Entries taken from a collection
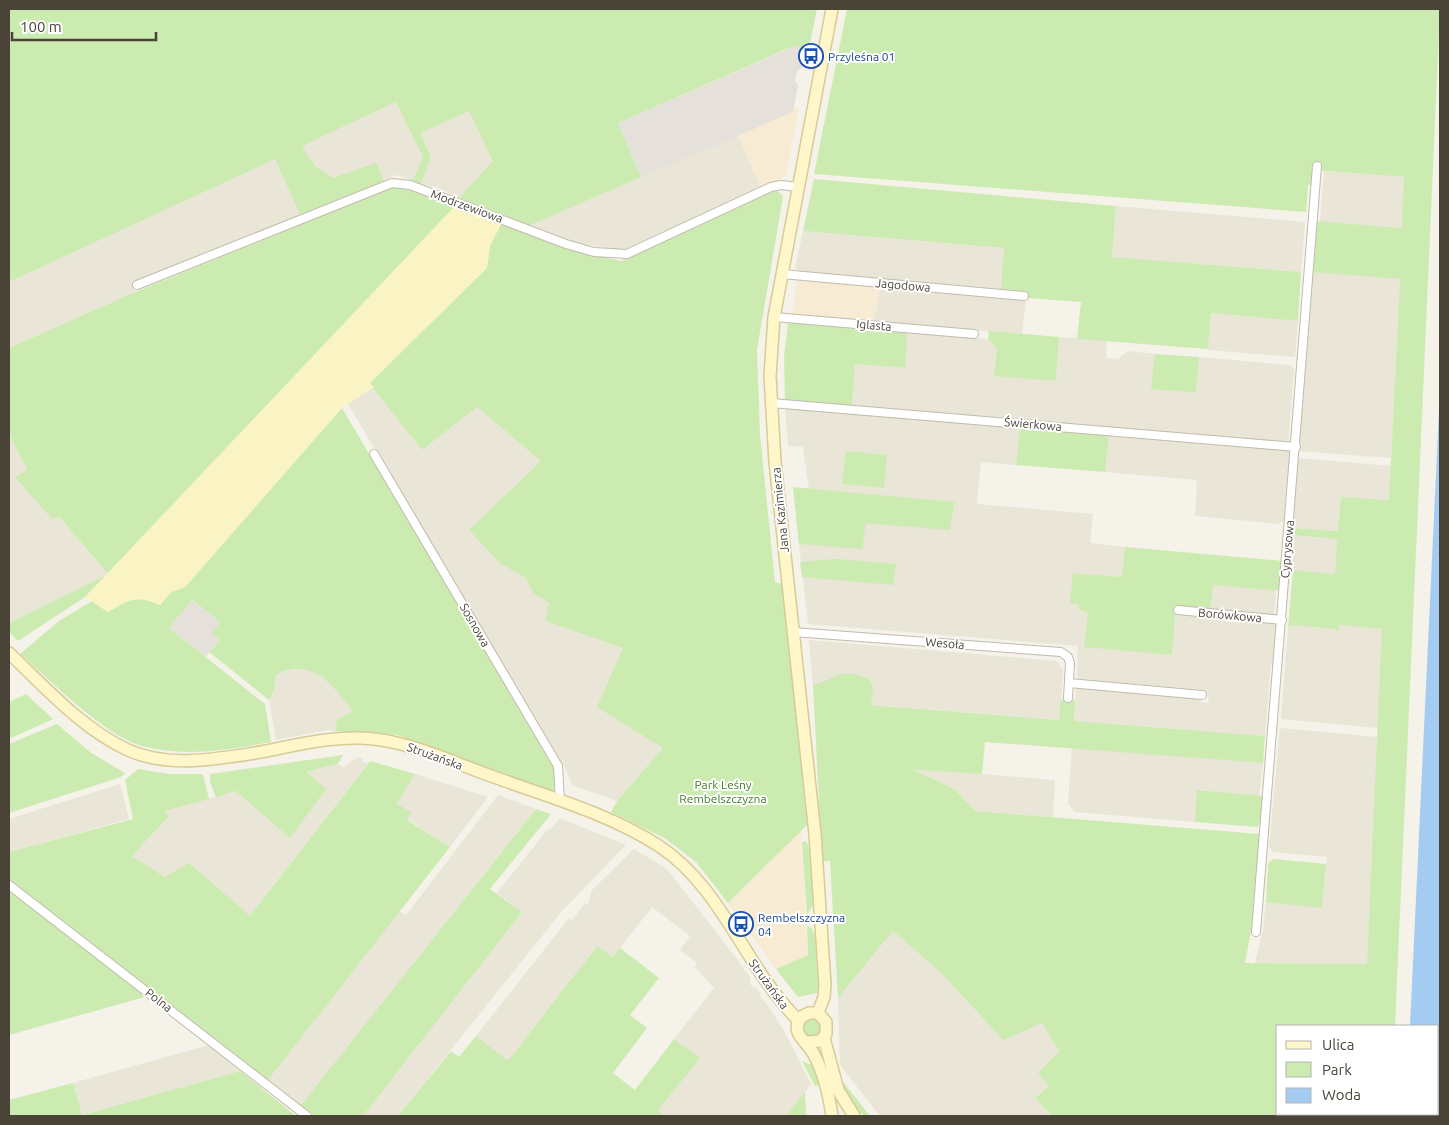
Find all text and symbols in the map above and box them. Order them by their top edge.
scale bar [12,10,156,42]
text: 100 m [20,18,62,35]
bus stop icon: Przyleśna 01 [798,43,824,69]
place label: Przyleśna 01 [828,50,895,63]
street label: Modrzewiowa [429,187,505,225]
street label: Jagodowa [875,276,931,294]
street label: Iglasta [856,317,892,333]
street label: Świerkowa [1004,415,1062,433]
street label: Jana Kazimierza [769,467,791,553]
street label: Cyprysowa [1278,519,1296,579]
street label: Sosnowa [457,601,493,649]
street label: Borówkowa [1198,606,1262,624]
street label: Wesoła [925,635,965,651]
street label: Strużańska [405,740,465,772]
park label: Park Leśny Rembelszczyzna [679,778,767,805]
bus stop icon: Rembelszczyzna 04 [728,911,754,937]
place label: Rembelszczyzna 04 [758,911,845,938]
street label: Strużańska [747,957,791,1011]
street label: Polna [143,986,175,1014]
legend [1276,1025,1439,1115]
text: Ulica [1322,1036,1354,1053]
text: Park [1322,1061,1352,1078]
text: Woda [1322,1086,1361,1103]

THE TASK: Scan the records above for lines with the word "Park". Then report how many there are, as a bare number.

RESPONSE TO THE TASK: 2